By The Hoopla May 3, 2012
Tattoos… I’ve had a few… then again… I do regret them!
Today at a cosmetic surgery conference in Cairns, one Dr Eddie Roos will give a speech about tattoo removal. There has been a 10 percent increase in the rise of laser surgery removal procedures in the past year, he says.
Some patterns are beginning to emerge among patients. (Apart from Bluebirds of Happiness and skulls.)
“Most people are young, they feel they’ve got a rite of passage, they’ve got the love of their life and they tattoo the name on themselves,” he told AAP.
“The most common remark is, ‘I was young and stupid, I had the tattoo done and now I regret it’.
“Whether it’s just some Chinese letters on their body, or some other symbol, and we remove quite a few Southern Crosses as well.
“We do a fair bit of removing names and words that have been spelled wrong.”
Dr Roos said most patients are females between the age of 20-30, but older patients were not uncommon.
He said improving technology meant around 85 per cent of tattoos could be completely removed without scars.
But Dr Roos said tattoo removal is still an uncomfortable procedure.
“It’s much more painful to get a tattoo removed than to apply it,” he said.
“It also takes a lot longer to remove it, even though the treatment with the newer lasers is fairly quick.”
He said most tattoos required between five and 12 treatments to be removed, at a cost of up to $300 per treatment.
(The Cosmetex Conference will run in Cairns until tomorrow May 4.)
DIANA ARSANA wrote about her horror of tattoos in The Hoopla last year…
My daughter had been begging for a tattoo for at least two years.
Her then boyfriend was covered in them – and they even made a trip to Las Vegas so that he could get one from a renowned tattooist there.
All my protestations that she'd live to regret it, that it would ruin her beauty, that it was a passing fashion had no effect.
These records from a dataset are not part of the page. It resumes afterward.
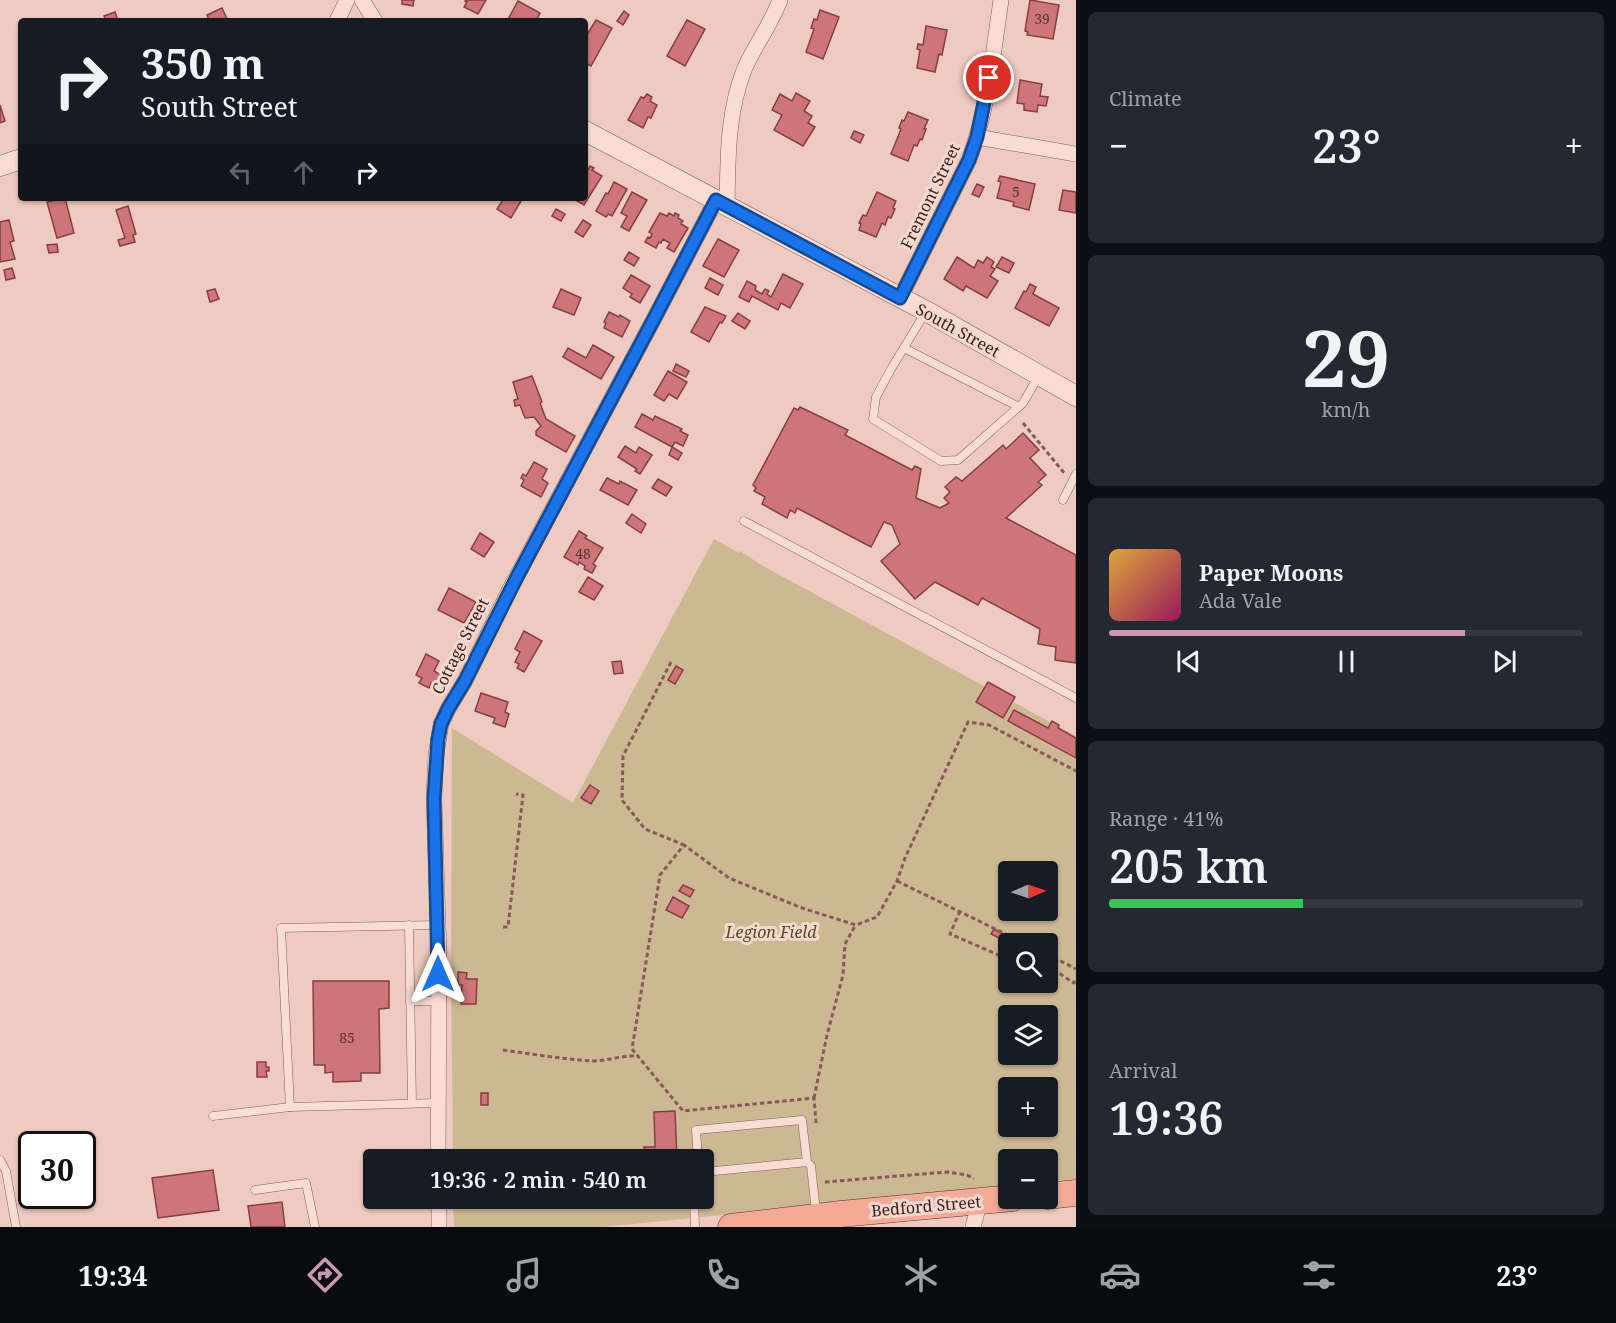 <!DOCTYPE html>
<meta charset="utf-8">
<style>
body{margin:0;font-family:"Noto Serif",serif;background:#242831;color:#f1f3f6;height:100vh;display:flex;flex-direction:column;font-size:22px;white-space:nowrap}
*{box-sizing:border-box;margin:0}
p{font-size:20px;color:#9ea1a6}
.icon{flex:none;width:33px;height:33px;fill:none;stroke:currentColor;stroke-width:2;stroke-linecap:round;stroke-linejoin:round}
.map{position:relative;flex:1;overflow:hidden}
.side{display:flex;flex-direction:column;gap:12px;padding:12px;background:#0d0f14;width:540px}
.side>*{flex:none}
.hud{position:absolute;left:18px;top:18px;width:570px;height:183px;border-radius:6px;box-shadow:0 2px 4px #0004;background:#171b24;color:#f1f3f6;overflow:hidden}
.needle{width:39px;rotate:88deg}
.fabs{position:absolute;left:998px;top:861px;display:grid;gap:12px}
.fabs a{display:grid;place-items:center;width:60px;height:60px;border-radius:6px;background:#171b24;box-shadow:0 2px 4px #0004;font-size:30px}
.speed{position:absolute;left:18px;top:1131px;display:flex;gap:12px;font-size:30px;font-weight:700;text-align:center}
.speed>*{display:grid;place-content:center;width:78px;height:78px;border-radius:50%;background:#171b24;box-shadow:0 2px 4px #0004;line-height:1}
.speed .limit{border:3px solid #111;border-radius:9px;background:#fff;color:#111}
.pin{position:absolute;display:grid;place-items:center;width:51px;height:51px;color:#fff;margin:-26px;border:3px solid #fff;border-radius:50%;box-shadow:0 2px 6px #0007}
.me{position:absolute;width:66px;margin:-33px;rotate:0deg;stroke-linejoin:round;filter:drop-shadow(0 0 4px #0008)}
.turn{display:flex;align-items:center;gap:21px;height:126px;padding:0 24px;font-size:27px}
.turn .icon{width:78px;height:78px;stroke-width:2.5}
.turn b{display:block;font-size:42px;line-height:51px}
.lanes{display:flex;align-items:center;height:57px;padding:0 24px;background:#0003;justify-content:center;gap:30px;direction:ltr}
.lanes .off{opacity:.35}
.big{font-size:45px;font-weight:600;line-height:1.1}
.side .card{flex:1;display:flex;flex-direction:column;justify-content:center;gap:9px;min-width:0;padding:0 21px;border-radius:9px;background:#242831}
.side .dial{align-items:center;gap:0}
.dial b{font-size:78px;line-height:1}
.song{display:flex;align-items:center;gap:18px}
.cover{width:72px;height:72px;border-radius:9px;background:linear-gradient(135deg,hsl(40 70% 55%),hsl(330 70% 35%))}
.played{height:6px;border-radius:3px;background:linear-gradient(90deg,#c997b1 75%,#363941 75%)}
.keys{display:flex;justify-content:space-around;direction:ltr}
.heat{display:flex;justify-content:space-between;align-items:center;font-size:33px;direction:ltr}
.charge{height:9px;border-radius:4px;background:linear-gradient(90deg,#34c759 41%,#363941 0)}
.trip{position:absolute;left:363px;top:1149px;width:351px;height:60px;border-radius:6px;background:#171b24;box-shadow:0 2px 4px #0004;font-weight:600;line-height:60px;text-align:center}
.tab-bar{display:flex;height:96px;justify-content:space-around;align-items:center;background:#090b0e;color:#9ea1a6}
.tab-bar .icon{width:42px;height:42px}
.tab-bar .current{color:#c997b1}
.tab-bar b{font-size:27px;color:#f1f3f6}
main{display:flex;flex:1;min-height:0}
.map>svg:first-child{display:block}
</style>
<main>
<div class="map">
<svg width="1076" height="1227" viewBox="0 0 1076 1227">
<rect width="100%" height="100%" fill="#efcac0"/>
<path fill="#cdb894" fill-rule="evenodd" d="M714,539L739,553L740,551L763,566L1076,736V1179L1047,1182V1160H1008V1186L603,1227H454L453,1199L704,1198V1160L453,1159L451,970L452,728L573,803ZM1008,872H1047V910H1008ZM1008,944H1047V982H1008ZM1008,1016H1047V1054H1008ZM1008,1088H1047V1126H1008Z"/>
<g fill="#ce757a" stroke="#873d43" stroke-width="1.5">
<path d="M402,0H414L413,6L402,4Z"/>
<path d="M466,0H486L478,14L464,7L467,2L465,1Z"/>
<path d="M1030,0L1059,5L1053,39L1027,35L1028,32L1025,31Z"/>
<path d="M518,1L540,13L536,21H507Z"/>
<path d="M222,8L228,21H209L207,15Z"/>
<path d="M820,10L839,17L823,59L806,52L814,29L811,28L814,19L817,20Z"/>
<path d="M624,11L629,15L623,25L617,21Z"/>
<path d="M115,12L118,20L106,21L104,16Z"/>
<path d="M596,20L612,28L591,66L585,63V38Z"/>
<path d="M687,20L705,29L685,66L667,56Z"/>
<path d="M926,26L947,30L942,55L939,54L935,72L917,68L920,50L917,49L918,44L923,45Z"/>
<path d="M1020,80L1042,84L1040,96L1048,97L1046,106L1038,105L1037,112L1024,110V104L1017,103Z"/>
<path d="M796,93L810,101L804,111L812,116L808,123L815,127L803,146L774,130L782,115L772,110L780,94L792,101Z"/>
<path d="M647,94L652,97L650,101L657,105L651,118L648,117L643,128L628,120L641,97L644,98Z"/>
<path d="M0,105L5,121L0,123Z"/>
<path d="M908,112L928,120L924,129H926L922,140L920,139L917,146L914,145L908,161L891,154L901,129L899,128L902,120L904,121Z"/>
<path d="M854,131L864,135L860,143L851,138Z"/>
<path d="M590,166L594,168L592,170L602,176L584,205L572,198H585V176Z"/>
<path d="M1000,176L1035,184L1029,210L1013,206L1014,202L997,198L1001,182L998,181Z"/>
<path d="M614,182L627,189L612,216L608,214L606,217L596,211L606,193L608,194Z"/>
<path d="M977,184L984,187L979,197L972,194Z"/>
<path d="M1063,190L1076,192V213L1059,210Z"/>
<path d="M632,192L647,200L629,231L621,227L627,216L621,213Z"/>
<path d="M877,192L896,201L893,208L895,209L891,218L888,217L885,225L882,223L876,237L859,230L861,224L859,223L863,215L866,216Z"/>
<path d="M65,198L74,233L57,238L47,202Z"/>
<path d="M504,198H516L521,201L511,218L497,209Z"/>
<path d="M128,206L136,234L133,235L135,242L120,246L118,240L125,238L116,210Z"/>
<path d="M556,209L565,214L561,221L552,216Z"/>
<path d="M660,213L667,216L669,213L674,216L675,213L679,215L678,218L683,221L681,224L688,228L674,252L667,248L670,243L663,239L661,243L659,242L656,248L645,242L648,237L650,238L652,234L649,232Z"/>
<path d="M9,220L14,241L10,242L15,259L0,262V222Z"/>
<path d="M583,220L591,225L583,237L575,232Z"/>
<path d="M718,239L739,250L724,277L703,266Z"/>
<path d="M57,244L58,252L49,253L47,245Z"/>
<path d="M629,252L639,258L634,266L624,260Z"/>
<path d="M957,257L974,268L978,260L983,263L987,257L994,262L991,267L995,269L990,276L998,281L987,298L966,286L963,291L944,279Z"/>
<path d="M1002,257L1014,263L1009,273L996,267Z"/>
<path d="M12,268L15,278L6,280L4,270Z"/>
<path d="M783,274L803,284L790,308L781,303L778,310L752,296L749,302L739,297L747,281L756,286L755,290L762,294L765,289L769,291L767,294L771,297Z"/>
<path d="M631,275L650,286L640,303L630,297L632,294L623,288Z"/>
<path d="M710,278L723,285L718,295L705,288Z"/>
<path d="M1030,284L1036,287L1033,294L1059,308L1049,326L1015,308L1024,291L1026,292Z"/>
<path d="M215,289L219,299L210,302L207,291Z"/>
<path d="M561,289L581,298L574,315L553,307Z"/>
<path d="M705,307L726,316L722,323L720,322L709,342L691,332Z"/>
<path d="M609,312L619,317L620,315L630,321L622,337L604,328L606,323L604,322Z"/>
<path d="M738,313L750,321L745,329L732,321Z"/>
<path d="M593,345L614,357L601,379L563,357L568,348L586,358Z"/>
<path d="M676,364L689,371L686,377L673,371Z"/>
<path d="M668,371L687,382L677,399L669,394L664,401L654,395Z"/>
<path d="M532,376L542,402L540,403L546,419L575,436L566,452L536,435V431L541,426L534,417L525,418L520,405L515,406L514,400L518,399L513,382Z"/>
<path d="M800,407L848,430L845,435L912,470L915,466L921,469L916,498L940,508L949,503L944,498L950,492L945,487L956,477L962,481L1003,445L1006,449L1023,433L1039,450L1030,458L1046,475L1038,482L1042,485L1006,518L1076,555V663L1055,660L1056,647L1038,644L1040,629L982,598L978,605L935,582L915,599L881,561L900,544L892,525L884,522L871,547L797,508L795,513L790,510L787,518L762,504L765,497L754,491L756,488L753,485L794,408L798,410Z"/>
<path d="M642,414L653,420L655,416L682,429L680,431L688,435L683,446L675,442L672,447L635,427Z"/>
<path d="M625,446L636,453L639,447L652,455L640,474L635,471L637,469L618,457Z"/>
<path d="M672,447L682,453L678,460L669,455Z"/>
<path d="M534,462L547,469L542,479L548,483L541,497L521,486L524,480L521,478L523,474L526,476Z"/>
<path d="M607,478L619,484L620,481L637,490L628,505L600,490Z"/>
<path d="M658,479L672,487L666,496L652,488Z"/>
<path d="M632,514L646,524L641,533L626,523Z"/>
<path d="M579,531L587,536L585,538L603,548L593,564L596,566L592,573L584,569L585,566L579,562L578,565L564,557Z"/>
<path d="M480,533L494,542L484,557L471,549Z"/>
<path d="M588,577L603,586L594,600L579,592Z"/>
<path d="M449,588L476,602L464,623L438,610Z"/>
<path d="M524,631L542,641L524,672L517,668L519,664L515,662L520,652L515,649Z"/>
<path d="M426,654L439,661L434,671L441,675L435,685L431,683L429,688L419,683L422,678L416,675Z"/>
<path d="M621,661L623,673L614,674L612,662Z"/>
<path d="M676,666L683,670L675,684L668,680Z"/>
<path d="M988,682L1015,697L1003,718L976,702Z"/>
<path d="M481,693L508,702L505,712L509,714L505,727L493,723L495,718L475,711Z"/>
<path d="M1014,710L1048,728L1052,721L1059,725L1058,728L1076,738V758L1008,721Z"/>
<path d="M590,785L599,791L591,804L581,798Z"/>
<path d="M683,885L694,890L690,897L679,891Z"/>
<path d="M673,897L689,906L682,918L666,910Z"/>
<path d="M994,929L1007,936L1005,941L991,934Z"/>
<path d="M458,972L467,973L466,979H477L476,1004H461L462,985H458Z"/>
<path d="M313,981H389V1008L379,1009L380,1073H361V1081L333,1082V1072L325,1073V1065H314Z"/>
<path d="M257,1062H266V1067H269V1071H266L267,1077H257Z"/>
<rect x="481" y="1093" width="7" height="12"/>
<path d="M675,1111L677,1160H645L644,1147H655L654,1112Z"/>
<path d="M213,1170L219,1210L158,1218L152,1178Z"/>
<path d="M282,1202L285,1227H251L248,1206Z"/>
</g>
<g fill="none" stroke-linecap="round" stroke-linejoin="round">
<defs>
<g id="service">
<path d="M925,313L891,369L876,397L873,419L941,461L958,460L1023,403L1038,377"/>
<path d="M904,348L1019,407"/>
<path d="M1063,500L1076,474"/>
<path d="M744,521L1076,698"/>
<path d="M409,925L412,1103"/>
<path d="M410,1001H438"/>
<path d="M437,1103L290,1107L281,928L438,925"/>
<path d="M213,1116L290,1107"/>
<path d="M0,1160L6,1171L16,1227"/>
<path d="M698,1160L696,1130L802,1120L807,1162"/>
<path d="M704,1172L807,1162L811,1166L816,1212"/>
<path d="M255,1190L306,1183L315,1227"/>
<path d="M694,1198L695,1227"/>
</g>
<g id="minor">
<path d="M362,0L375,21"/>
<path d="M337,21L347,0"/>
<path d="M977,137L1076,154"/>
<path d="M727,206C728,159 727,114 744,70C754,46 771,25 780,0"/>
<path d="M900,298L969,160C988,109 993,54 1001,0"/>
<path d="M438,1160L439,956L434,798L436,755L441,724L448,709L465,681L510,589L656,315L716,200"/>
<path d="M439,1198V1227"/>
<path d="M973,1227L980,1201"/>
</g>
<g id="tertiary">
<path d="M585,131L926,311L1076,396"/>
<path d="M0,166L21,159"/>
</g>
<g id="primary">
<path d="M1047,1196L1076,1193"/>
<path d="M731,1227L841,1214L1013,1198"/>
</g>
</defs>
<use href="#service" stroke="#885a57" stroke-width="9"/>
<use href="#minor" stroke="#885a57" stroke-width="16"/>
<use href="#tertiary" stroke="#885a57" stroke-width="21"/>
<use href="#primary" stroke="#552c2c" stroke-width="27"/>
<g stroke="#885a57" stroke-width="3" stroke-dasharray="4.5 3" stroke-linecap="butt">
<path d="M1023,423L1065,474"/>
<path d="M671,662L623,756L622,800L645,829L684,845"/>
<path d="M897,881L1026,944"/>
<path d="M960,911L950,934L1008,959"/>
<path d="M503,927H508L523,795L516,794"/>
<path d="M1047,954L1076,969"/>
<path d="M1047,976L1050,977L1051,968L1074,983L1076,979"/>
<path d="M503,1050C532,1054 562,1059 592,1061C607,1061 622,1055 638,1056"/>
<path d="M814,1098L827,1035L843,975L845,944L855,926"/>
<path d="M816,1123L814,1098L683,1111L632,1049L660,875L684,845L729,878L802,908L856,925L877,917L897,881L905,858L968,722L989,725L1076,771"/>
<path d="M825,1182L947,1172L967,1175L974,1179"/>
</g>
<use href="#service" stroke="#f9dcd3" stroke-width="8"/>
<use href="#minor" stroke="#f9dcd3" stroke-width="15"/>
<use href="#tertiary" stroke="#f9dcd3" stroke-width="20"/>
<use href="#primary" stroke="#f3aa96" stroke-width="26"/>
</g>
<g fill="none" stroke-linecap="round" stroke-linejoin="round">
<defs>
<path id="route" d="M438,974L434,798L438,739L441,724L448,709L465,681L518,575L656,315L716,200L900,298L969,160L977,137L989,78"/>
</defs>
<use href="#route" stroke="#114b97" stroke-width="15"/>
<use href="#route" stroke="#1a73e8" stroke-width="10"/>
</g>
<g text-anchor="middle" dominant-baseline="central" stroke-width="6" stroke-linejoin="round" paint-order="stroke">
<g font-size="14" fill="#5d3334">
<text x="1042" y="18">39</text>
<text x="1016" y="191">5</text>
<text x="583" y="553">48</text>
<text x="347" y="1037">85</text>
</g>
<g font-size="16" fill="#371d1c" stroke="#f6d8cf">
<text transform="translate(930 196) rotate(-64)">Fremont Street</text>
<text transform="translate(958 330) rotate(29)">South Street</text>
<text transform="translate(460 646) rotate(-63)">Cottage Street</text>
<text transform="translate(926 1206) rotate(-5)">Bedford Street</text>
</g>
<g font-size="16" font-style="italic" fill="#544922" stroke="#f6d8cf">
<text x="771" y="932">Legion Field</text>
</g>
</g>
</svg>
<div class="fabs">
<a><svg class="needle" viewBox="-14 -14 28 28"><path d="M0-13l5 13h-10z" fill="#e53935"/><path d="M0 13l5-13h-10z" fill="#9ea1a6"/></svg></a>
<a><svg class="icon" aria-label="search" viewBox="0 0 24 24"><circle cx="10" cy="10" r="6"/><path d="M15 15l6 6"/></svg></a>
<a><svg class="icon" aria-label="layers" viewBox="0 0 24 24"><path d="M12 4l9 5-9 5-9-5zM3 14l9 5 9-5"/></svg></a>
<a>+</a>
<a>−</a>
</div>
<div class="speed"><div class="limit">30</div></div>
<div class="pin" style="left:989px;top:78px;background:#d93025"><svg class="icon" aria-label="arrive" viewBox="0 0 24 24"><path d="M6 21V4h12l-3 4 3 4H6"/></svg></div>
<svg class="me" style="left:438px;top:974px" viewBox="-20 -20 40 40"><path d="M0-17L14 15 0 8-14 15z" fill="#1a73e8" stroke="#fff" stroke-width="4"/></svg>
<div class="trip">19:36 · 2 min · 540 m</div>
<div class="hud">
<div class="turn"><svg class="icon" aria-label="right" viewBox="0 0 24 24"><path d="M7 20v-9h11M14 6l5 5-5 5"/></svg><div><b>350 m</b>South Street</div></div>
<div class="lanes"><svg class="icon off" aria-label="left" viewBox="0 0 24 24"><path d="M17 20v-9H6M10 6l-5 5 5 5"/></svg><svg class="icon off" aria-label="ahead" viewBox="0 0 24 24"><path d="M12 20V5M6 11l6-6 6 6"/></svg><svg class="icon" aria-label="right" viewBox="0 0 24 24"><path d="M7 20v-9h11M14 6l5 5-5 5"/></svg></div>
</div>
</div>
<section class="side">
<div class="card"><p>Climate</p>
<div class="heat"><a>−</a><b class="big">23°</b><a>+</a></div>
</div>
<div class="card dial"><b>29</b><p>km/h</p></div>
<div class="card">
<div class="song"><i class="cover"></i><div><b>Paper Moons</b><p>Ada Vale</p></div></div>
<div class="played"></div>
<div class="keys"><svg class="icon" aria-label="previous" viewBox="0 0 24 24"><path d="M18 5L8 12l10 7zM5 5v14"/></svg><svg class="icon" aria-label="pause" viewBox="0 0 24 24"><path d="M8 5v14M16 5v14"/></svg><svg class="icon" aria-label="next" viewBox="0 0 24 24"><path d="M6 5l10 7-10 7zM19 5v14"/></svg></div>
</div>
<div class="card"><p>Range · 41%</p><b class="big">205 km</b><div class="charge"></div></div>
<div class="card"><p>Arrival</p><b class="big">19:36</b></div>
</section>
</main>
<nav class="tab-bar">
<b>19:34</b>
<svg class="icon current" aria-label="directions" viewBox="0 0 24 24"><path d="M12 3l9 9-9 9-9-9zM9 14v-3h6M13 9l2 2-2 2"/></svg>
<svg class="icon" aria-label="music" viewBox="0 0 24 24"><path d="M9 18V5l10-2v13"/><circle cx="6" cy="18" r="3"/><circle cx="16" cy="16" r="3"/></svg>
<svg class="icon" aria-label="phone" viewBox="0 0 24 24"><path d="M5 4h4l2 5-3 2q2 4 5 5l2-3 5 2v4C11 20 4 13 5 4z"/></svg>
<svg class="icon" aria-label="climate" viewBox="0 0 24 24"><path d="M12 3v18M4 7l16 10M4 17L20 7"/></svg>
<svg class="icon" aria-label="car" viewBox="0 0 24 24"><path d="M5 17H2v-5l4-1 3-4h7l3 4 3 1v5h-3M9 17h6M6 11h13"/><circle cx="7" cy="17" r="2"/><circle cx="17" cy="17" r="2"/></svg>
<svg class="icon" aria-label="filters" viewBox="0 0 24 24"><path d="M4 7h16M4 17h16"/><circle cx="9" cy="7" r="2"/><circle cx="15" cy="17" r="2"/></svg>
<b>23°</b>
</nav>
She kept begging. And I kept saying no.
Angelina Jolie… well known for her love of tattoos.
The only lasting threat I could think of was that I would kick her out of the house if she got one. Now 20, she was in her third year of university, and despite a part-time job would find living away from home not quite up to her standards.
It didn't help that her father (my ex) also went to Las Vegas and got one – a spider on his neck. Wasn't that a particularly attractive addition to his rugged good looks?
No, she was determined. Even after she eventually split up with her boyfriend, she believed it was a cool thing to ink her body.
What is it about tattoos that is so cool? I don't get it.
Really the only people who look good with them are Maori, Samoans – those who wear them for cultural reasons – and maybe sailors.
But there's many reasons these days why it's so popular – from getting noticed, to a badge of honour, from identifying with a group to a sign of social rejection.